The View from Beijing: China’s Muted Observation?

China’s reaction to Washington’s actions in Venezuela has been in equal parts alarm and strategic calculation. On paper, Beijing has always championed sovereignty and non-interference. In practice, that principle has remained flexible at best, keeping in mind the South China Arbitration Case, which involved the sovereignty of the Philippines. Still, its response to this crisis has been noticeably awkward—almost hesitant. One may say that it may be driven by the scale of Chinese investments across Latin America, or by something bigger: Beijing’s growing ambition to present itself as the real guardian of international order, one reshaped and led through what it calls “Chinese characteristics.”

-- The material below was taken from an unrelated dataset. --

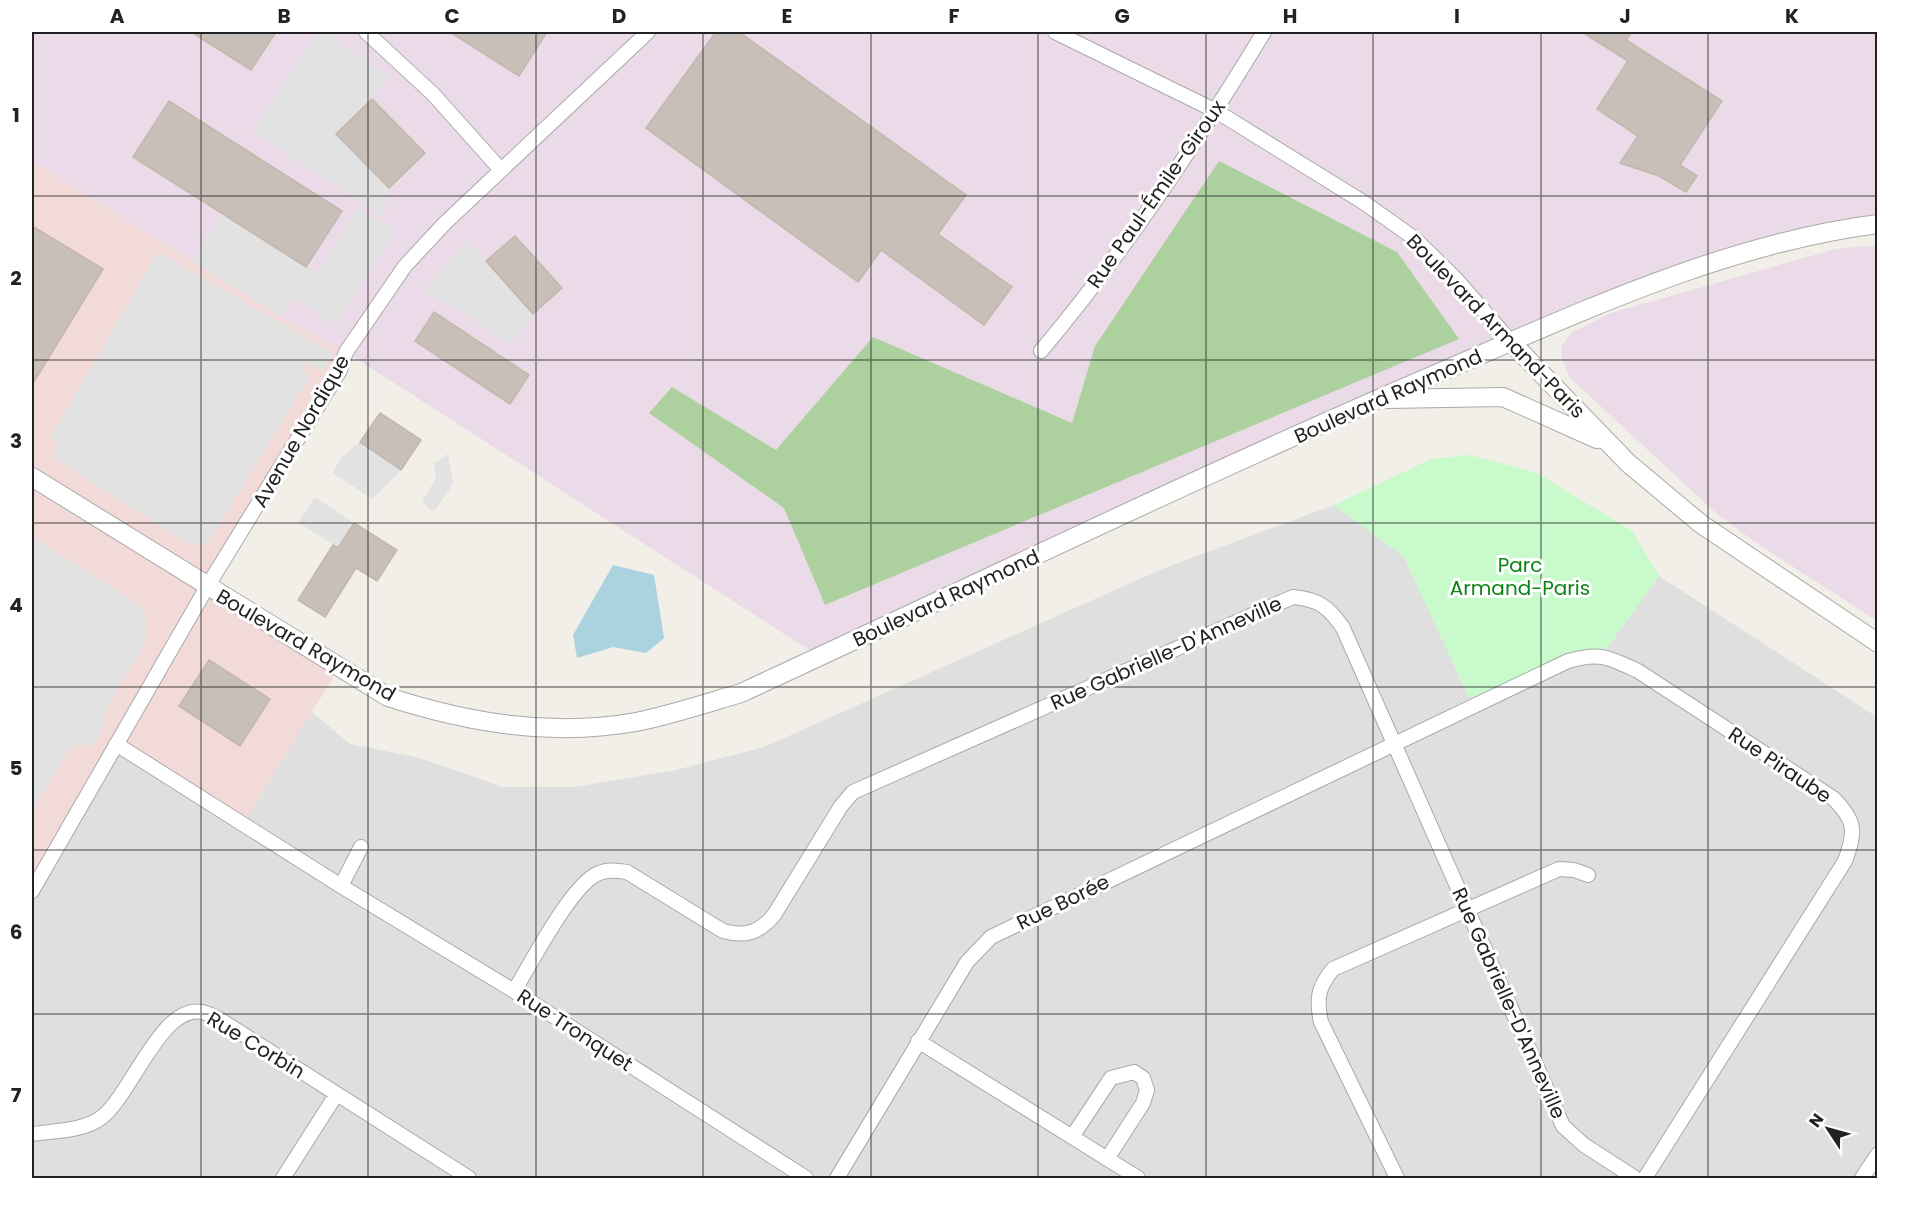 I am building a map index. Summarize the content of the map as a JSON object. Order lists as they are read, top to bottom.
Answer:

Since 2020, the idea of the “rule of law” has taken on renewed importance inside the Chinese Communist Party. Not the rule of law as commonly understood in liberal systems, but a Socialist Rule of Law with Chinese Characteristics. This framing gained traction during the Second, Third, and Fifth Plenary Sessions of the Nineteenth Central Committee, where “Xi Jinping’s Thought on the Rule of Law” became a central theme. National security—both at home and abroad—sat at the heart of those discussions.

That focus inevitably ties into questions of territorial unity and sovereignty. The unification of the “motherland” and the framework of “one country, two systems” loom large here, particularly as observers draw parallels with Taipei and with Beijing’s own Operation Justice Mission–2025. What’s interesting is how Beijing has been consistent in its legal positioning on Taiwan being an internal matter, a claim which is often reinforced through the One-China Policy and repeated relentlessly in international forums.

From Beijing’s perspective, the U.S. intervention in Venezuela opens a strategic window. It exposes the gap between Washington’s rhetoric about a rules-based order and its willingness to act unilaterally when it suits its interests. China sees an opportunity to exploit that contradiction and to weaken U.S. leadership, validate its own long-term investments in global institutions, and present itself as the steadier, more principled alternative; a claim that is gaining traction among nations observing this incident.   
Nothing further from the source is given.